Data records:
========================================
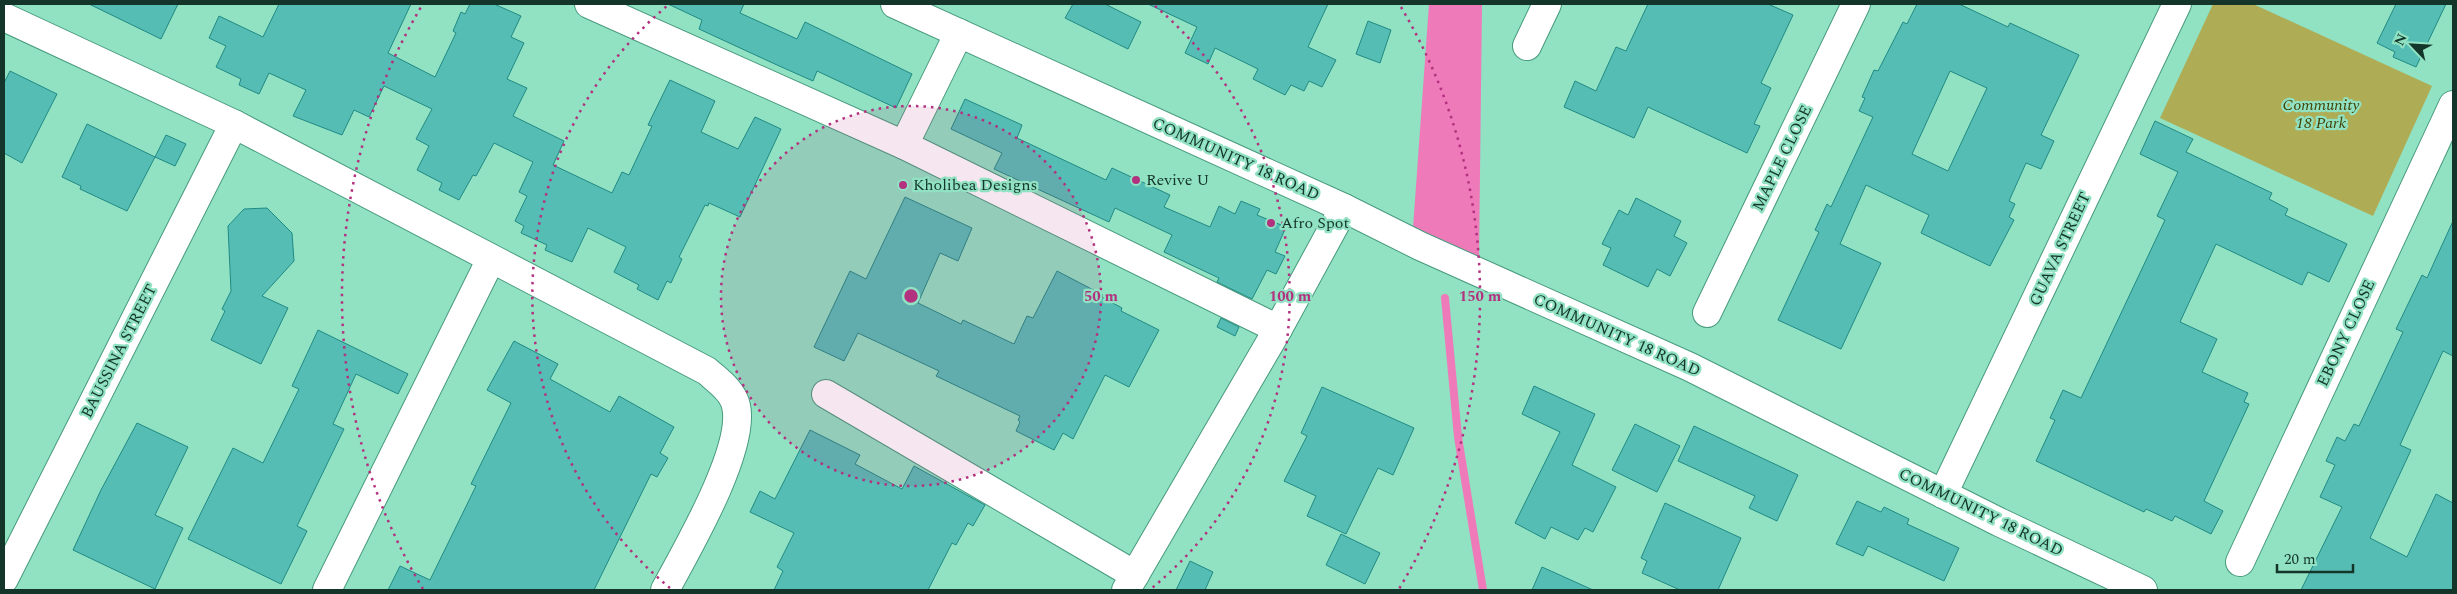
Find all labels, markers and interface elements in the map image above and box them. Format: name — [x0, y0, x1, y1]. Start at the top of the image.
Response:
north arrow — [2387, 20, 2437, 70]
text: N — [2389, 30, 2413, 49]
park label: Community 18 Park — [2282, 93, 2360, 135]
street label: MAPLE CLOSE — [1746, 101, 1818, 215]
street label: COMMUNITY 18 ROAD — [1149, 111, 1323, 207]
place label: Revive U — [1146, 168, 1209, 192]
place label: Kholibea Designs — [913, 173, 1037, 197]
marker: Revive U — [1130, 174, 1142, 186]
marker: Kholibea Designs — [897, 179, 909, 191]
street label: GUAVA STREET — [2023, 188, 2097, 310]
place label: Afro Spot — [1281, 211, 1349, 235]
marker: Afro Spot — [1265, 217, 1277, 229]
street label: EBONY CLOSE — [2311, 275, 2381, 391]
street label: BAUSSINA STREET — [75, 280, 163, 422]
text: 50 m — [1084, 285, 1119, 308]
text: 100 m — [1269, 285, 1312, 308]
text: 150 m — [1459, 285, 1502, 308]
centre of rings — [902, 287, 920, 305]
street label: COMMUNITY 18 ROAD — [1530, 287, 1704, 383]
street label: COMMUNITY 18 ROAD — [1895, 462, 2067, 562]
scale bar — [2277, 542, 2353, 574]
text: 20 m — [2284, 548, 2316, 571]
========================================
Task statement
Repeat the entries exactly, pictures left out.

Reply to the task
Find all labels, markers and interface elements in the map image above and box them. Format: name — [x0, y0, x1, y1]. Start at the top of the image.
Response:
north arrow — [2387, 20, 2437, 70]
text: N — [2389, 30, 2413, 49]
park label: Community 18 Park — [2282, 93, 2360, 135]
street label: MAPLE CLOSE — [1746, 101, 1818, 215]
street label: COMMUNITY 18 ROAD — [1149, 111, 1323, 207]
place label: Revive U — [1146, 168, 1209, 192]
place label: Kholibea Designs — [913, 173, 1037, 197]
marker: Revive U — [1130, 174, 1142, 186]
marker: Kholibea Designs — [897, 179, 909, 191]
street label: GUAVA STREET — [2023, 188, 2097, 310]
place label: Afro Spot — [1281, 211, 1349, 235]
marker: Afro Spot — [1265, 217, 1277, 229]
street label: EBONY CLOSE — [2311, 275, 2381, 391]
street label: BAUSSINA STREET — [75, 280, 163, 422]
text: 50 m — [1084, 285, 1119, 308]
text: 100 m — [1269, 285, 1312, 308]
text: 150 m — [1459, 285, 1502, 308]
centre of rings — [902, 287, 920, 305]
street label: COMMUNITY 18 ROAD — [1530, 287, 1704, 383]
street label: COMMUNITY 18 ROAD — [1895, 462, 2067, 562]
scale bar — [2277, 542, 2353, 574]
text: 20 m — [2284, 548, 2316, 571]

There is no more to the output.